(Saved entries)
--------------------------------
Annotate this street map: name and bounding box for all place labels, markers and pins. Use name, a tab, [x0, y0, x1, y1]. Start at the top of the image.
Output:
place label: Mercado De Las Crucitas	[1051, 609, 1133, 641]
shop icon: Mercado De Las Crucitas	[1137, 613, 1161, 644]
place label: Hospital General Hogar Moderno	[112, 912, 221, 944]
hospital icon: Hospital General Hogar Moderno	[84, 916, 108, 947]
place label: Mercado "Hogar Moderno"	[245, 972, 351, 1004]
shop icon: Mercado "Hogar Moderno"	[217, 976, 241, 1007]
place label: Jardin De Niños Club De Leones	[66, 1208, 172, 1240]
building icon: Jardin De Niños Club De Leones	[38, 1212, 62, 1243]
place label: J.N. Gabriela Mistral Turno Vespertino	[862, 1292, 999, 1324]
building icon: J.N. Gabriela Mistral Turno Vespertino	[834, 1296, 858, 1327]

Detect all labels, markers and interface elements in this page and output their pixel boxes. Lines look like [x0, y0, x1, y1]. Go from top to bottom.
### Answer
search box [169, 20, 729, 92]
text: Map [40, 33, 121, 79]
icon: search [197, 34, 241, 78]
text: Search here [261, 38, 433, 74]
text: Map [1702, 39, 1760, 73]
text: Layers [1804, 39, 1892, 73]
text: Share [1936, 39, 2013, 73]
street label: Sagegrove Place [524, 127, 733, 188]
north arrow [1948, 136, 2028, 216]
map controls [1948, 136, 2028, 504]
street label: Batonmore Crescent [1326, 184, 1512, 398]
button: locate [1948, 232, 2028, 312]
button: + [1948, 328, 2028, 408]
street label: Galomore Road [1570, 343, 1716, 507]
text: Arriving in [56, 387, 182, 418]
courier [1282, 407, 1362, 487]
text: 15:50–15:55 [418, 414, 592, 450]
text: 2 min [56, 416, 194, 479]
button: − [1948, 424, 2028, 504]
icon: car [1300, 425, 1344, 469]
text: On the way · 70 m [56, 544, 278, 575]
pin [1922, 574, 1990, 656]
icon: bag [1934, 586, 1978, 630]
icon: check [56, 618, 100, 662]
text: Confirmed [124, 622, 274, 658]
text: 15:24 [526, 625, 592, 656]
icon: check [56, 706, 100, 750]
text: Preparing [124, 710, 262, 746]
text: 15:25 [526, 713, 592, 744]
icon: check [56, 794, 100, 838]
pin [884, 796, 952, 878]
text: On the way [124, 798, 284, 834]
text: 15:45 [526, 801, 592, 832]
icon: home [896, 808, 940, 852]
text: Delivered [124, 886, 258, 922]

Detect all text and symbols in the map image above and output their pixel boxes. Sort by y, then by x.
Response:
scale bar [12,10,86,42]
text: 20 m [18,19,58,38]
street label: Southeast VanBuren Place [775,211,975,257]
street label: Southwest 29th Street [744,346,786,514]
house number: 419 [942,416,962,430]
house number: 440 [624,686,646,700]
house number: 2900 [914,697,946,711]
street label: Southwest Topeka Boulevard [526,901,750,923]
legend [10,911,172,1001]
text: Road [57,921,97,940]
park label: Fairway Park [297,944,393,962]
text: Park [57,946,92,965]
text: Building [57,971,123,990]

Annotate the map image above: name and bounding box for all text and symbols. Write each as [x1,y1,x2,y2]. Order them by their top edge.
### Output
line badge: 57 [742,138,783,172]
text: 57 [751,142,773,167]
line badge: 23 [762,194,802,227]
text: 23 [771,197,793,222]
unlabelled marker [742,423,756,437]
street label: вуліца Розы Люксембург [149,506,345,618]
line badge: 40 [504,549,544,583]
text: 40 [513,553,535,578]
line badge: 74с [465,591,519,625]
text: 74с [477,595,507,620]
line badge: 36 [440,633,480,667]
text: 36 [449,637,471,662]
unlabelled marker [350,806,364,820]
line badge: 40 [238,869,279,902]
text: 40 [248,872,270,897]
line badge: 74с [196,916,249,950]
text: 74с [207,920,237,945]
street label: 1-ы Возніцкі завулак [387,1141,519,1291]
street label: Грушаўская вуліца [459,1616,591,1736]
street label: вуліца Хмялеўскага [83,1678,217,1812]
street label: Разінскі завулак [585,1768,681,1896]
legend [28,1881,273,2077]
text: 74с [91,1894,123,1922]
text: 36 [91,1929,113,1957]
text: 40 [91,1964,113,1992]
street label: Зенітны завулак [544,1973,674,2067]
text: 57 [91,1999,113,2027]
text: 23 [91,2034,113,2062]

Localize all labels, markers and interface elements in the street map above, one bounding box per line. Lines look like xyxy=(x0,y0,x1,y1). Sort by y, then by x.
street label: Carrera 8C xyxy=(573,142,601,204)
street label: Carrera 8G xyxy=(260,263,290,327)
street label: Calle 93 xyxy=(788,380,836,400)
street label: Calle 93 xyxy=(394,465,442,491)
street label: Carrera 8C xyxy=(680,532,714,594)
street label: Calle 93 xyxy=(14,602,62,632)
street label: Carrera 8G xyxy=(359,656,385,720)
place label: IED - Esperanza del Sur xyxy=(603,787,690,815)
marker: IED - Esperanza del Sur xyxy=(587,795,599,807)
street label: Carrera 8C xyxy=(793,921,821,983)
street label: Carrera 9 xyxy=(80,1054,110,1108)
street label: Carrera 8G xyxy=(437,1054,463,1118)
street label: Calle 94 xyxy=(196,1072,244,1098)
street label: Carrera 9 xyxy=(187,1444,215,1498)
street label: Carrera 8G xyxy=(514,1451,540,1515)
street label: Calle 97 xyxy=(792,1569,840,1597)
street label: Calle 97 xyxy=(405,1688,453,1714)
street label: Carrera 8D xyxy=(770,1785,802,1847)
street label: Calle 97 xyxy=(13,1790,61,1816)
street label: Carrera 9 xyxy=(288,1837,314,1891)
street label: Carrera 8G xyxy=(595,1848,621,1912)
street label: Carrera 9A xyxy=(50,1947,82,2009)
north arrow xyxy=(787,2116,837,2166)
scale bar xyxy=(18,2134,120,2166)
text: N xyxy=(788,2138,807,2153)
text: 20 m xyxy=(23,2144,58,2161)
--------------------------------
• Instructions to follow
Only lines that contain the string "Annotate" count; pick each one out of the records and copy it.

• Solution to this problem
Annotate this street map: name and bounding box for all place labels, markers and pins. Use name, a tab, [x0, y0, x1, y1]. Start at the top of the image.
Annotate the map image above: name and bounding box for all text and symbols. Write each as [x1,y1,x2,y2]. Order them by their top edge.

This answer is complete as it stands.